OECD、世界経済見通しを改定、回復は継続もペースは鈍化の見通し
(世界)
国際経済課
2021年12月02日
OECDは12月1日、「エコノミックアウトルック(経済見通し)中間報告」〔プレスリリース(英語、日本語)〕を発表した。2021年の世界の経済成長率(実質GDP伸び率)を5.6%、2022年を4.5%とした(添付資料表参照)。前回(2021年9月)の見通し(2021年9月22日記事参照)と比較すると、2021年を0.1ポイント下方に修正、2022年は据え置いた。
OECDは「世界経済の回復は続くが、成長速度は鈍化する」とし、不均衡が広がることへの懸念を示した。特に、新型コロナウイルスのワクチン接種率が低い低所得国や観光産業などの対人接触型産業における需要回復が遅れ、世界的な回復基調から取り残されるリスクを指摘した。また、成長速度鈍化の背景として、経済活動の再開に伴う需要の増加に対する供給の混乱、インフレ圧力の上昇・長期化、労働力不足などが挙げられた。エネルギー価格の高騰もリスク要因で、特に欧州を中心にガス価格が高騰し、貯蔵量が例年と比べて約3割下回っている。今冬は厳冬傾向の見通しで、さらなるコスト上昇やインフレ加速が懸念される。
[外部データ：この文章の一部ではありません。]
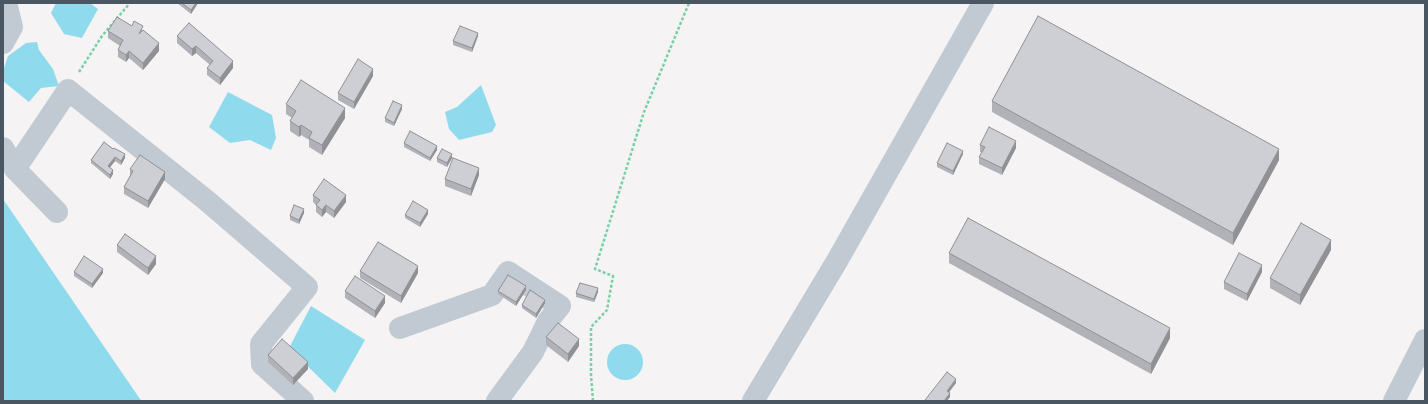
<!DOCTYPE html>
<html>
<head>
<meta charset="utf-8">
<style>
	body { margin:0 }
	#map { position:relative; width:1428px; height:404px; overflow:hidden; background:#f5f3f3; font-family:"Exo 2",sans-serif }
	canvas { display:block }
	.frame { position:absolute; inset:0; border:4px solid #4a5661; pointer-events:none }
</style>
</head>
<body>
<div id="map">
<canvas width="1428" height="404"></canvas>
<div class="frame"></div>
</div>
<script>
const context = document.querySelector('canvas').getContext('2d');
context.lineJoin = 'round';
function fill(path, color) { context.fillStyle = color; context.fill(path, 'evenodd'); }
const poly = rows => new Path2D(rows.map(r => 'M' + r).join(''));
function trace(path, color, width, dash) { context.strokeStyle = color; context.lineWidth = width; context.lineCap = dash ? 'butt' : 'round'; context.setLineDash(dash || []); context.stroke(path); }
const water = poly([
	[56,3,90,3,98,9,82,38,64,34,51,13],
	[37,42,39,50,53,69,59,86,41,88,29,102,3,81,3,71,8,56,26,43],
	[481,85,496,125,492,132,459,140,449,129,445,112,457,107],
	[228,92,272,115,276,138,271,150,250,140,230,143,209,127],
	[3,199,140,399,142,401,3,401],
	[311,306,365,340,335,393,289,348],
	'607 362a18 18 0 1 1 36 0a18 18 0 1 1-36 0Z'
]);
const path = poly([
	[79,72,102,36,130,3],
	[593,401,591,375,591,327,607,310,613,276,595,269,644,112,689,3]
]);
const minor = poly([
	[3,43,12,27,6,3],
	[3,148,15,169,68,90,206,200,307,287,261,344,262,364,303,401],
	[15,169,57,212],
	[400,328,492,295,508,272,560,306,548,321,533,352,497,401],
	[753,401,837,261,983,3],
	[1394,401,1425,340]
]);
const wall = poly([
	[177,3,198,3,191,14],
	[189,23,233,68,220,85,207,75,207,68,210,65,196,53,192,56,177,43,177,36],
	[132,26,143,30,159,51,143,70,129,58,126,62,118,57,118,50,120,46,108,38,108,31],
	[478,36,472,52,453,45,453,41],
	[373,76,354,109,338,100,338,93],
	[992,101,1279,160,1233,245,992,112],
	[286,104,345,118,322,155,309,147,309,140,301,135,299,137,290,131,290,121,292,118,286,114],
	[402,109,394,126,385,122,385,118],
	[104,142,125,158,121,165,115,161,110,167,113,174,110,179,91,163,91,160],
	[404,143,437,150,430,161,404,147],
	[980,145,1016,148,1002,175,979,164,979,157,982,153,980,152],
	[963,154,953,175,937,167,937,163],
	[437,158,452,158,447,167,437,162],
	[130,169,165,179,148,208,124,194,124,187,130,176],
	[479,175,471,196,445,186,445,179],
	[313,195,346,202,334,218,326,212,322,217,316,212,316,205,313,202],
	[304,213,299,224,290,220,290,216],
	[428,214,420,227,405,218,405,215],
	[117,245,156,264,148,275,117,252],
	[1331,250,1300,305,1270,288,1270,278],
	[949,253,1170,338,1151,374,949,263],
	[360,271,418,273,401,303,360,278],
	[74,272,103,273,92,288,74,276],
	[1262,272,1247,301,1224,289,1224,282],
	[526,290,516,306,498,294,498,291],
	[345,291,385,303,375,318,345,298],
	[598,292,594,302,576,297,576,293],
	[545,303,536,318,522,308,522,305],
	[546,337,579,346,568,362,546,345],
	[268,355,308,369,293,385,268,362]
]);
const shadedWall = poly([
	[196,3,198,3,191,14,191,10],
	[478,33,478,36,472,52,472,48],
	[159,43,159,51,143,70,143,63],
	[196,46,196,53,192,56,192,49],
	[129,51,129,58,126,62,126,55],
	[233,61,233,68,220,85,220,78],
	[373,69,373,76,354,109,354,102],
	[402,105,402,109,394,126,394,123],
	[345,108,345,118,322,155,322,145],
	[301,125,301,135,299,137,299,127],
	[1016,141,1016,148,1002,175,1002,168],
	[437,146,437,150,430,161,430,158],
	[1279,149,1279,160,1233,245,1233,233],
	[963,151,963,154,953,175,953,171],
	[125,154,125,158,121,165,121,161],
	[452,154,452,158,447,167,447,163],
	[115,157,115,161,108,170,108,166],
	[479,168,479,175,471,196,471,189],
	[113,170,113,174,110,179,110,175],
	[165,172,165,179,148,208,148,201],
	[346,195,346,202,334,218,334,211],
	[326,205,326,212,322,217,322,210],
	[304,209,304,213,299,224,299,220],
	[428,210,428,214,420,227,420,223],
	[1331,240,1331,250,1300,305,1300,295],
	[156,256,156,264,148,275,148,268],
	[1262,265,1262,272,1247,301,1247,294],
	[418,266,418,273,401,303,401,296],
	[103,269,103,273,92,288,92,284],
	[526,286,526,290,516,306,516,302],
	[598,288,598,292,594,302,594,299],
	[385,296,385,303,375,318,375,311],
	[545,300,545,303,536,318,536,314],
	[1170,328,1170,338,1151,374,1151,364],
	[579,339,579,346,568,362,568,354],
	[308,362,308,369,293,385,293,378],
	[956,379,956,383,947,395,947,391],
	[950,393,950,397,947,401,944,401]
]);
const building = poly([
	[182,3,196,3,191,10,182,3],
	[1038,16,1279,149,1233,233,992,101,1038,16],
	[117,17,132,26,134,21,143,26,139,34,143,30,159,43,143,63,129,51,126,55,118,50,123,40,108,31,117,17],
	[189,23,233,61,220,78,207,68,213,61,196,46,192,49,177,36,189,23],
	[460,26,478,33,472,48,453,41,460,26],
	[358,59,373,69,354,102,338,93,358,59],
	[301,80,345,108,322,145,309,138,312,132,301,125,299,127,290,121,296,111,286,104,301,80],
	[393,101,402,105,394,123,385,118,393,101],
	[989,127,1016,141,1002,168,979,157,985,147,980,145,989,127],
	[410,131,437,146,430,158,404,143,410,131],
	[104,142,113,149,114,148,125,154,121,161,115,157,108,166,113,170,110,175,91,160,104,142],
	[947,143,963,151,953,171,937,163,947,143],
	[442,149,452,154,447,163,437,158,442,149],
	[140,155,165,172,148,201,124,187,133,171,130,169,140,155],
	[453,158,479,168,471,189,445,179,453,158],
	[324,179,346,195,334,211,326,205,322,210,316,205,320,200,313,195,324,179],
	[413,201,428,210,420,223,405,215,413,201],
	[294,205,304,209,299,220,290,216,294,205],
	[968,218,1170,328,1151,364,949,253,968,218],
	[1301,223,1331,240,1300,295,1270,278,1301,223],
	[125,234,156,256,148,268,117,245,125,234],
	[378,242,418,266,401,296,360,271,378,242],
	[1239,253,1262,265,1247,294,1224,282,1239,253],
	[84,256,103,269,92,284,74,272,84,256],
	[508,275,526,286,516,302,498,291,508,275],
	[355,276,385,296,375,311,345,291,355,276],
	[580,283,598,288,594,299,576,293,580,283],
	[530,290,545,300,536,314,522,305,530,290],
	[558,323,579,339,568,354,546,337,558,323],
	[282,339,308,362,293,378,268,355,282,339],
	[947,372,956,379,947,391,950,393,944,401,926,401,925,400,947,372]
]);
fill(water, '#90daee');
trace(path, '#7ad0a6', 2.5, [3, 2]);
trace(minor, '#c1cad2', 22);
fill(wall, '#b0b2b7');
fill(shadedWall, '#909195');
fill(building, '#cdcfd5');
trace(building, '#909195', 1);
</script>
</body>
</html>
また、オミクロン株などの変異ウイルスの出現が相次ぎ、先行きの不確実性が高まっていることにも触れた。引き続き、供給障害と労働力不足のリスクは顕在しており、特に、米国や欧州など先進国における納期の延伸が深刻との調査結果に言及した。
主要国・地域の2021年の成長率では、小幅ながら前回見通しからの下方修正が目立つ。米国は0.4ポイント減の5.6%で、国内のワクチン接種率に格差が生じ、依然として局所的なアウトブレークのリスクが残ることから、完全な正常化は遅れるとの見通し。中国は0.4ポイント減の8.1%で、貿易相手国の経済再開による輸出増で回復加速が期待されるが、不動産およびインフラ投資の鈍化が懸念材料となっている。ユーロ圏では0.1ポイント減の5.2%で、雇用市場においてパンデミック以前の水準までに回復がみられる半面、ここ数週間での感染再拡大、ガス価格の高騰などがリスクに挙げられた。
景気が上振れするシナリオとしては、有効なワクチン接種がより迅速に実施された場合、もしくはパンデミックにおいて家計や企業が貯蓄や現金保有高を蓄積する傾向が緩和した場合には、消費および生産能力が向上し、回復速度の加速が見込まれる。
他方、主な下振れリスクの要因としては、各国におけるワクチン接種プログラムの実施速度および既存のワクチンの有効性が、変異ウイルスの感染拡大を食い止めるのに不十分な場合が挙げられる。新たな行動制限、工場や港湾の閉鎖などが再度起こる可能性があり、貿易やサプライチェーンに影響を与え、さらに供給遅延や商品価格などの高騰を加速させる懸念が生じる。